Now, with my parents dead and my visits becoming less and less frequent, Elyria has become something entirely different, a place of comfort and warm memories. And it doesn’t matter so much whether the physical aspects of the community have changed. They have, of course. The hospital where my first daughter was born (and my mother died) has added multiple layers of modern new buildings. My parents’ church has expanded as well, as has City Hall, and Elyria High School’s oldest section soon will no longer house classrooms – significant because the original high school was the first chartered high school west of the Alle-gheny Mountains. Grassies, a restaurant frequented by reporters when I worked at the local paper, burned down several years ago. The black bears that once occupied cages under a rock outcropping at Cascade Park have (mercifully) been gone for decades. The giant camera that hangs over Loomis Camera Shop on the square is now a 35 mm SLR (when I was young it was an Instamatic with a flashbulb that actually flashed).
More importantly, I’ve changed.
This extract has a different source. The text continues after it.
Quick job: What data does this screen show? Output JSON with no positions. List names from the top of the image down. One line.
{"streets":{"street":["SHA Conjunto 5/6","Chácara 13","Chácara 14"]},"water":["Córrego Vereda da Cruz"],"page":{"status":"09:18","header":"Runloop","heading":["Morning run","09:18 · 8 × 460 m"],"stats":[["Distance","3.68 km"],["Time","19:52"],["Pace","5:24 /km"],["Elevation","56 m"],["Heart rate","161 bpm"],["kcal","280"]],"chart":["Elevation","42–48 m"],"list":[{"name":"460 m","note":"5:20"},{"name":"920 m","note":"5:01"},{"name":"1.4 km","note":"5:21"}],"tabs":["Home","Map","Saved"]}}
My hard feelings about my hometown have disappeared with age, and in its place are warm memories founded, perhaps, in a better understanding of what makes a city livable, especially for children. I know high-school friends who have stayed, and each seems to have found a way to earn a comfortable living, and be comfortable doing so.
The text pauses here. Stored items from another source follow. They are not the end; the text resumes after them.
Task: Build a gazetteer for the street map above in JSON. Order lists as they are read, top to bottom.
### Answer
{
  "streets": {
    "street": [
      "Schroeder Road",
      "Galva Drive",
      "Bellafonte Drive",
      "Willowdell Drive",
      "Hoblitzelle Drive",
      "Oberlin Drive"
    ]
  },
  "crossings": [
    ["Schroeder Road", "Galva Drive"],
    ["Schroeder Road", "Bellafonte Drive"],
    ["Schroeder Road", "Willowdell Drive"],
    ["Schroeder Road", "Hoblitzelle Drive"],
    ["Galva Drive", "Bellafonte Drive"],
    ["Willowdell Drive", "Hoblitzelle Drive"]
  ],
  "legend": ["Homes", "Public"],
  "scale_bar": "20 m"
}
A hometown isn’t defined by its neighborhoods and shops and streets so much as it is by the collective memories of the people who live (or lived) there. Today, when I do go back, what I remember is early mornings at Cascade Park, when my Dad and I would attend the annual Cub Scout Pinewood Derby. My carved balsa wood car never was competitive, but my memories revolve around the early morning fog off the Black River that obscured the ford in the river, and the smell of bacon and eggs being prepared for the assembled scouts. I also recall family dinners at the Polish Club on Friday nights during Lent, when the club opened to nonmembers for a fish fry of fresh Lake Erie yellow perch. Our family was neither Polish nor Catholic, but the sweet fish, cut in butterfly filets and lightly breaded, were a treat to me — and still are.
I remember the excitement of hurtling down the sledding hill at Cascade, and the sweet smell of hot chocolate that we’d pack in a thermos to keep us warm. The mulberries that grew on the tree behind our church and the stains they left on our fingers.
As a parent, I now suspect that Elyria is a warm and comfortable place to many who live there because it is filled both with good memories and with good neighbors, like the young couple who bring food to my aging aunt, or the church members who tell me stories about my parents, and so keep their memories alive.
As I get older, I don’t know how Elyria will change, but I do know that it will change not so much in its buildings or in the highways that connect it, increasingly, to the Cleveland metro area. It will change because I’ve grown, and see it through different eyes. Dismiss it as nostalgia if you will, but I prefer to think of it as a more mature understanding of what makes a town a community.
I doubt I’ll ever go back to live, but I’ll still go back to visit, even when everyone I know there has gone. But I won’t expect to see or feel the same things that I did as a youth, or as I did last month.
You can’t step in the same hometown twice.
Randall Edwards is a freelance writer and native Elyrian who now lives in Columbus. A former newspaper journalist for 20 years, he has contributed to Ohio Magazine since the mid-1990s.